Richard Cohen, "liberal" columnist for the Washington Post, claims that Obama must disagree more with a person with whom he (i.e., Obama) disagrees.  To be more precise, Obama's minister at Chicago's Trinity United Church of Christ, has praised Louis Farrakhan, violinist and noted anti-Semite.  He hasn't praised him for his anti-semitism.  Actually, he, the minister, hasn't praised him at all:

Barack Obama is a member of Chicago's Trinity United Church of Christ. Its minister, and Obama's spiritual adviser, is the Rev. Jeremiah A. Wright Jr. In 1982, the church launched Trumpet Newsmagazine; Wright's daughters serve as publisher and executive editor. Every year, the magazine makes awards in various categories. Last year, it gave the Dr. Jeremiah A. Wright Jr. Trumpeter Award to a man it said "truly epitomized greatness." That man is Louis Farrakhan.

Got that.  The good Reverend's daughters' magazine has praised Farrakhan with an award named for their father. 

Anyway, so Farrakhan, despite liking Felix Mendelsohn, is an anti-Semite.  This is a silly view, Cohen argues, because many Jews gave their lives in the cause of civil rights for African Americans.  And he supports this with many paragraphs about what an anti-Semite Farrakhan is, how he is like another famous anti-Semite named Hitler, and so forth.  He then brings his argument to a close:

I don't for a moment think that Obama shares Wright's views on Farrakhan. But the rap on Obama is that he is a fog of a man. We know little about him, and, for all my admiration of him, I wonder about his mettle. The New York Times recently reported on Obama's penchant while serving in the Illinois legislature for merely voting "present" when faced with some tough issues. Farrakhan, in a strictly political sense, may be a tough issue for him. This time, though, "present" will not do.
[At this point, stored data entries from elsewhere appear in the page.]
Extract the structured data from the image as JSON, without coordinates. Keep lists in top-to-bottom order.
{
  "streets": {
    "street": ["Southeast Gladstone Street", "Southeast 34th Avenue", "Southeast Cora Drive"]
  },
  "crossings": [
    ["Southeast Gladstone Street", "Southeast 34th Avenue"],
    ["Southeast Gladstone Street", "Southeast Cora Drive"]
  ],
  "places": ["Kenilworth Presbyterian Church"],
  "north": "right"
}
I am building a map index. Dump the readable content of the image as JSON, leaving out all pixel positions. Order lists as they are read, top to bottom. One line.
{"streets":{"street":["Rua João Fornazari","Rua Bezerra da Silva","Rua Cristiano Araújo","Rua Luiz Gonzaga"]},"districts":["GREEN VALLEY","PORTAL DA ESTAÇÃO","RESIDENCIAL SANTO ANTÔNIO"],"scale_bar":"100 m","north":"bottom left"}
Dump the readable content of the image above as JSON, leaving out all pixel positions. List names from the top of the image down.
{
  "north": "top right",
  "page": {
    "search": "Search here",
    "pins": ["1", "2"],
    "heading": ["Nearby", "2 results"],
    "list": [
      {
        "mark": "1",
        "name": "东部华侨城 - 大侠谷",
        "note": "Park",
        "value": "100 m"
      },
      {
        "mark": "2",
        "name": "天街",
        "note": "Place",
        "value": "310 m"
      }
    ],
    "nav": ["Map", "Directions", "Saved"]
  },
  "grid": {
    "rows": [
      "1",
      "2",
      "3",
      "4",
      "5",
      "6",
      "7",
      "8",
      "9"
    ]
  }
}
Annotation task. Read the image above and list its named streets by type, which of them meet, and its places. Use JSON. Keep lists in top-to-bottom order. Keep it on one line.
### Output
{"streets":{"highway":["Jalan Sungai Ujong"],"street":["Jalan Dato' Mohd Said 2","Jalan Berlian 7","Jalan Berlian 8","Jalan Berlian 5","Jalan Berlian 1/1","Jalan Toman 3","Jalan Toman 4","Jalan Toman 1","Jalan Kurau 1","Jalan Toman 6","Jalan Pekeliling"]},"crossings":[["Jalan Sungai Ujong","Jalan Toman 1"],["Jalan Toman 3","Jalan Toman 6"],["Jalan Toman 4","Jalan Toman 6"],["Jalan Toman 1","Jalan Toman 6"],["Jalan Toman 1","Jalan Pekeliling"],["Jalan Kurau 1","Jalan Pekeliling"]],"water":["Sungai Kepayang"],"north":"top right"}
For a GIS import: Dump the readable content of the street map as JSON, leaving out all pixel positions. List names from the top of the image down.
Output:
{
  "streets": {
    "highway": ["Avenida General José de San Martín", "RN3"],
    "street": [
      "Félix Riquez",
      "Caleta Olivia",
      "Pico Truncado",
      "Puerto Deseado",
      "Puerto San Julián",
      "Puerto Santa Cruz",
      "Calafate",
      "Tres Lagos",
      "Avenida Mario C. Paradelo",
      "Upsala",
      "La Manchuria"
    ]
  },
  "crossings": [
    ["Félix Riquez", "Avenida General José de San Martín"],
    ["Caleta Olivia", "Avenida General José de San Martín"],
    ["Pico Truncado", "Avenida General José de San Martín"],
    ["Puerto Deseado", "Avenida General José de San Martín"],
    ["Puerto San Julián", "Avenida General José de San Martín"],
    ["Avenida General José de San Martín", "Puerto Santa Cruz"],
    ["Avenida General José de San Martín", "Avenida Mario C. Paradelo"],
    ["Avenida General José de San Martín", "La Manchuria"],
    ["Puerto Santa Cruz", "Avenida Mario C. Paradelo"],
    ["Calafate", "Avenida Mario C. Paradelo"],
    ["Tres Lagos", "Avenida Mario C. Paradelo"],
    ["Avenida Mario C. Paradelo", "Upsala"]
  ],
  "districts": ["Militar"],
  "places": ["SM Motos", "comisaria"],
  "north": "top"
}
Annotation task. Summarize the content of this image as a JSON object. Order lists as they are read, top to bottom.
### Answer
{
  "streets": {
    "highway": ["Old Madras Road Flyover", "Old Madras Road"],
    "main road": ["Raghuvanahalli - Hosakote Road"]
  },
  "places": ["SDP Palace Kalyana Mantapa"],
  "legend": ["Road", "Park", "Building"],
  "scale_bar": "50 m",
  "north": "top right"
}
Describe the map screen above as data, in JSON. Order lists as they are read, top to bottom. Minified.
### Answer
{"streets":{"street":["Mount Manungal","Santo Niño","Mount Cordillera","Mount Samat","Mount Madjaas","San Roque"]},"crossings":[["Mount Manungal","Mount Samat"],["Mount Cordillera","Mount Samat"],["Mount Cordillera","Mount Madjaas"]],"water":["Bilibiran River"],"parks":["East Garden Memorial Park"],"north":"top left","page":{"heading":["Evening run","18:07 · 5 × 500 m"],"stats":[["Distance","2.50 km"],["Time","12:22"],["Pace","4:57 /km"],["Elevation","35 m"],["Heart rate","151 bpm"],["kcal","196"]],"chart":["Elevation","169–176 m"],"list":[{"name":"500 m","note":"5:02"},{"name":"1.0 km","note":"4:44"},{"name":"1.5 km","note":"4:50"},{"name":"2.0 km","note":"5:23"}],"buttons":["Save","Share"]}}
But, as Cohen says elsewhere in the article:

It's important to state right off that nothing in Obama's record suggests he harbors anti-Semitic views or agrees with Wright when it comes to Farrakhan. Instead, as Obama's top campaign aide, David Axelrod, points out, Obama often has said that he and his minister sometimes disagree. Farrakhan, Axelrod told me, is one of those instances.

Take that Obama.  Cohen wonders whether you have the mettle to disagree with someone with whom you disagree.


Knowing how

Stanley Fish, attempting to praise the skill of thinking critically:

Taking as an example the concept of IQ, William Haboush says that while a scientist will use it, a humanist “will ask what does it mean? Is it one thing or many? Who made up the questions used in measuring it.” This, then, is critical thinking – the analytic probing of formulas, precepts and pieces of received wisdom that too often go unexamined and unchallenged. This skill, Warren Call claims, is taught in humanities courses where students “analyze ideas, differing viewpoints, justifications, opinions and accounts” and, in the process, learn how to “construct a logical assessment . . . and defend their conclusions with facts and lucid argument.”

That certainly sounds like a skill worth having, and I agree that it can be acquired in courses where literary texts, philosophical arguments and historical evens are being scrutinized with an eye to seeing what lies beneath (or to the side of) their surfaces. But it also can be, and is, acquired elsewhere. Right now millions of TV viewers are acquiring it when they watch Chris Matthews or George Will or Cokie Roberts analyze the current political moment and say things like, “It would be wrong to draw any long run conclusion from Hilary Clinton’s victory in New Hampshire because in other states the voting population is unlikely to be 57 percent female and 97 percent white,” or “If we are to understand the immigration debate, we must go back the great waves of immigration in the late 19th and early 20th centuries,” or “Homelessness is not a single problem, but a nest of problems that cannot be solved piecemeal."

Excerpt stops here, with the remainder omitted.